Jemma Borg read zoology at Oxford and has a doctorate in
genetics. She has worked as a teacher overseas, an environmental
campaigner and a science editor but has taken out more time for her
writing in the past couple of years. Her poems have been published
in magazines including Agenda broadsheets for young poets, Asia
Literary Review, Magma, Mslexia, Oxford Magazine, Poetry London and
Scintilla and her work is included in the anthologies This little
stretch of life (Hearing Eye/Poetry School, 2006) and I am twenty
people! (Enitharmon, 2007) as well as the forthcoming Oxford Poets
Anthology (Carcanet, 2007). She is currently working on several
long sequences which will form the heart of her first collection
and on a series of essays on experimental strategies and the
lyric.
SHORTLIST
Mir Mahfuz Ali

Mir Mahfuz Ali was born in Dhaka, Bangladesh.
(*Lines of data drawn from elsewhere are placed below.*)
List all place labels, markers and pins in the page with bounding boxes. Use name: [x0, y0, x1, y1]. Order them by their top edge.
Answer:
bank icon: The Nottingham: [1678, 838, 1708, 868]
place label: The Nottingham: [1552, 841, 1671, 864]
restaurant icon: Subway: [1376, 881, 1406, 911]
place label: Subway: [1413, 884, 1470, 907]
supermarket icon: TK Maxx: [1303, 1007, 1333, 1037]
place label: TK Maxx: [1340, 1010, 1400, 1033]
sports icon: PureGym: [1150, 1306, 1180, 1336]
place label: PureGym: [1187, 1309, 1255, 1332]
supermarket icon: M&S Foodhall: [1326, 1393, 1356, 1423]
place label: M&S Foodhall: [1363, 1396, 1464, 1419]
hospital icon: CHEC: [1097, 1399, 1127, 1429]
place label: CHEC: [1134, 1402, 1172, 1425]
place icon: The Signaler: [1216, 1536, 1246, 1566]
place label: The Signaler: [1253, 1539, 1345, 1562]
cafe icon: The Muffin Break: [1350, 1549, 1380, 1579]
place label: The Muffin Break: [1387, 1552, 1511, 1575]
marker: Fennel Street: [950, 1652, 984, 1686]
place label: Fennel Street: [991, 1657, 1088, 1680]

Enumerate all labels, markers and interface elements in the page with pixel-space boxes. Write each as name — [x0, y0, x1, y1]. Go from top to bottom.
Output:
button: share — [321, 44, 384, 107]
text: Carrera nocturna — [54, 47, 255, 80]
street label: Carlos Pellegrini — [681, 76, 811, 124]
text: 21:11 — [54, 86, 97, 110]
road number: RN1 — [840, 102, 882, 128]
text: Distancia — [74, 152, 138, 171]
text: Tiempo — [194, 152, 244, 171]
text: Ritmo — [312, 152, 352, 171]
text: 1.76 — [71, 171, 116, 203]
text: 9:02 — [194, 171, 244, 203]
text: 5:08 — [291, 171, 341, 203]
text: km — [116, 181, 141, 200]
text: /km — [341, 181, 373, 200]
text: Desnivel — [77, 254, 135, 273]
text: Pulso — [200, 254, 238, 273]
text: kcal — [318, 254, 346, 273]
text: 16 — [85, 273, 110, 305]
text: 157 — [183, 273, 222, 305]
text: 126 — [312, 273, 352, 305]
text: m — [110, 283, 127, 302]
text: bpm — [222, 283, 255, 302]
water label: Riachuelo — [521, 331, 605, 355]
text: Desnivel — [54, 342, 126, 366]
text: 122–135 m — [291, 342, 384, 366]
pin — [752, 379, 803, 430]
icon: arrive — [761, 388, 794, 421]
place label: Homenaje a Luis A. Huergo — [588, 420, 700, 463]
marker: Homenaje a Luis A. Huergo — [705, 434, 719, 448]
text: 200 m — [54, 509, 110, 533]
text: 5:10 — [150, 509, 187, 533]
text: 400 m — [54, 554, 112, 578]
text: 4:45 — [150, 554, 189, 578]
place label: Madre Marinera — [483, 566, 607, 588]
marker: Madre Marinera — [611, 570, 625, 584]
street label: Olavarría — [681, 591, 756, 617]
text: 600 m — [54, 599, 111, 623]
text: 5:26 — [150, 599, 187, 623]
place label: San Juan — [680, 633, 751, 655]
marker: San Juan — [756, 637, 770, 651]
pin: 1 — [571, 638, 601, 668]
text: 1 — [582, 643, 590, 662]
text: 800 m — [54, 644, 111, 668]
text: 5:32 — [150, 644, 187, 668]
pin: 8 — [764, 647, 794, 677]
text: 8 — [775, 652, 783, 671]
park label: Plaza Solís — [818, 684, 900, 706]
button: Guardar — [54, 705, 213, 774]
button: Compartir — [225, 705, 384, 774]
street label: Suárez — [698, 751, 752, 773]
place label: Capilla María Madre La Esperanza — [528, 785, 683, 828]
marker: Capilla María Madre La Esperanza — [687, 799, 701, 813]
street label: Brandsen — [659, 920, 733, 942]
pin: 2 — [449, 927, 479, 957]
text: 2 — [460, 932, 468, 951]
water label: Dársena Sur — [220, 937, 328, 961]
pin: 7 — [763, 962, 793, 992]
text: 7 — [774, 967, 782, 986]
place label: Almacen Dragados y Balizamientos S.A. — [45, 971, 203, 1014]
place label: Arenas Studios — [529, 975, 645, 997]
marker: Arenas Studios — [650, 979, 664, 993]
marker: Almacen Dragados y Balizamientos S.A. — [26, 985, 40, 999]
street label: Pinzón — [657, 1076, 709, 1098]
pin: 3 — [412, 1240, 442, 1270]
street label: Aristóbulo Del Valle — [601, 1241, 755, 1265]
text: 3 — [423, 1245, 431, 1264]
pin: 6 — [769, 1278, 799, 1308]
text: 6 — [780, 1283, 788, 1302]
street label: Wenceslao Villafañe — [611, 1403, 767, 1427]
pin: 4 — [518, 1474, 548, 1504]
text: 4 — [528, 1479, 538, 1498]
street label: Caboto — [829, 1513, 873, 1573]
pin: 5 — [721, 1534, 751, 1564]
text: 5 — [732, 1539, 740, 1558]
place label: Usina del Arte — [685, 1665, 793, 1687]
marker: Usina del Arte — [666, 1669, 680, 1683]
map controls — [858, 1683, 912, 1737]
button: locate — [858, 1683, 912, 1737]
Mahfuz is a
performance artist, renowned for his extraordinary voice – a rich
throaty whisper brought about by a bullet in the throat fired by
Bangladeshi policeman trying to silence the singing of anthems
during a public anti-war demonstration.
He studied at City Literary Institute in London and Essex
University. He dances, acts and has worked as a male model and a
tandoori chef. He has given readings and performances at the Royal
Opera House, Covent Garden; Bedlam Theatre at the Edinburgh
festival; New End Theatre in Hampstead; Tricycle, Arcola in London
and at the National Theatre (Cankarjev Dom) of Slovenia in
Lujbijana. His poetry appeared in the London Magazine, Poetry
London, Ambit, Index on Censorship and also in the magazine Exiled
Ink!
Mahfuz is an active member of Exiled Writers’ Ink in London. He
is a regular reader at literature festivals and events and was
invited to take part in the Poetry Festival at the South Bank last
year. Although, Mahfuz writes fiction he is now concentrating
wholly on poetry to improve his craft, and has successfully
completed An Advanced Poetry Course at Arvon. Following an
injury to his back Mahfuz has dedicated all his energy to writing,
and finds happiness in the craft and a desire to succeed in it,
despite his ordeals.
Jacqueline Gabbitas

Jacqueline was born in Worksop, Nottinghamshire. Her poetry has
been published in magazines such Magma, Oxford Magazine and
Sheffield Thursday, and in anthologies including, Entering The
Tapestry (Enitharmon2003), This little stretch of life (Hearing Eye
2006), and Images of Women (Arrowhead Press, 2006). She has won
prizes in various writing competitions.
Jacqueline is an editor for Brittle Star magazine and a reader
for The Literary Consultancy. She has an MA in Writing from
Sheffield Hallam University and now attends courses at The Poetry
School, where she also works part-time. Her pamphlet, Mid Lands,
was published by Hearing Eye in 2007.
COMMENDED
Matt Barnard
Lorraine Mariner
Jane Elizabeth Monson
Erica Wagner, Chair of Judges for Poetry, comments:
“What works is strength and originality in the use of language, a
clear vision, and a willing to step to the edge without going over
-- and all that we found in the work of our shortlisted
authors.”
The judges for the 2007 poetry category
were:
Erica Wagner
(Chair)
Erica was born in New York in 1967. She has lived in England
since 1986 and is now Literary Editor of The Times, where
early versions of parts of her commentary on the poems of Ted
Hughes, Ariel's Gift (Faber 2000), first appeared.
Her fiction has been widely anthologized and broadcast, and her
collection of short stories, Gravity, is published by
Granta Books.
Mimi Khalvati

Mimi was born in Tehran, Iran, and grew up on the Isle of Wight.
She is co-ordinator of the Poetry School. Her poetry collections
include Mirrorwork (1995), for which she was awarded an
Arts Council Writers' Award, Entries on Light (1997),
Selected Poems (2000) and The Chine (2002). In
2006 she won the Cholmondeley Award for Poetry.
Owen Sheers
Owen was born in Fiji and brought up in South Wales. The winner
of an Eric Gregory Award, his first collection, The Blue
Book (2000), was shortlisted for the Arts Council of Wales
Book of the Year Award, and the Forward Poetry Prize (Best First
Collection). His debut prose work, The Dust Diaries
(2004), won the 2005 Arts Council of Wales Book of the Year Award,
and his second collection, Skirrid Hill (2005), won a
Somerset Maugham Award. His first novel, Resistance, will
be published in 2007.
The submission process was managed by Booktrust on behalf of The New
Writing Partnership.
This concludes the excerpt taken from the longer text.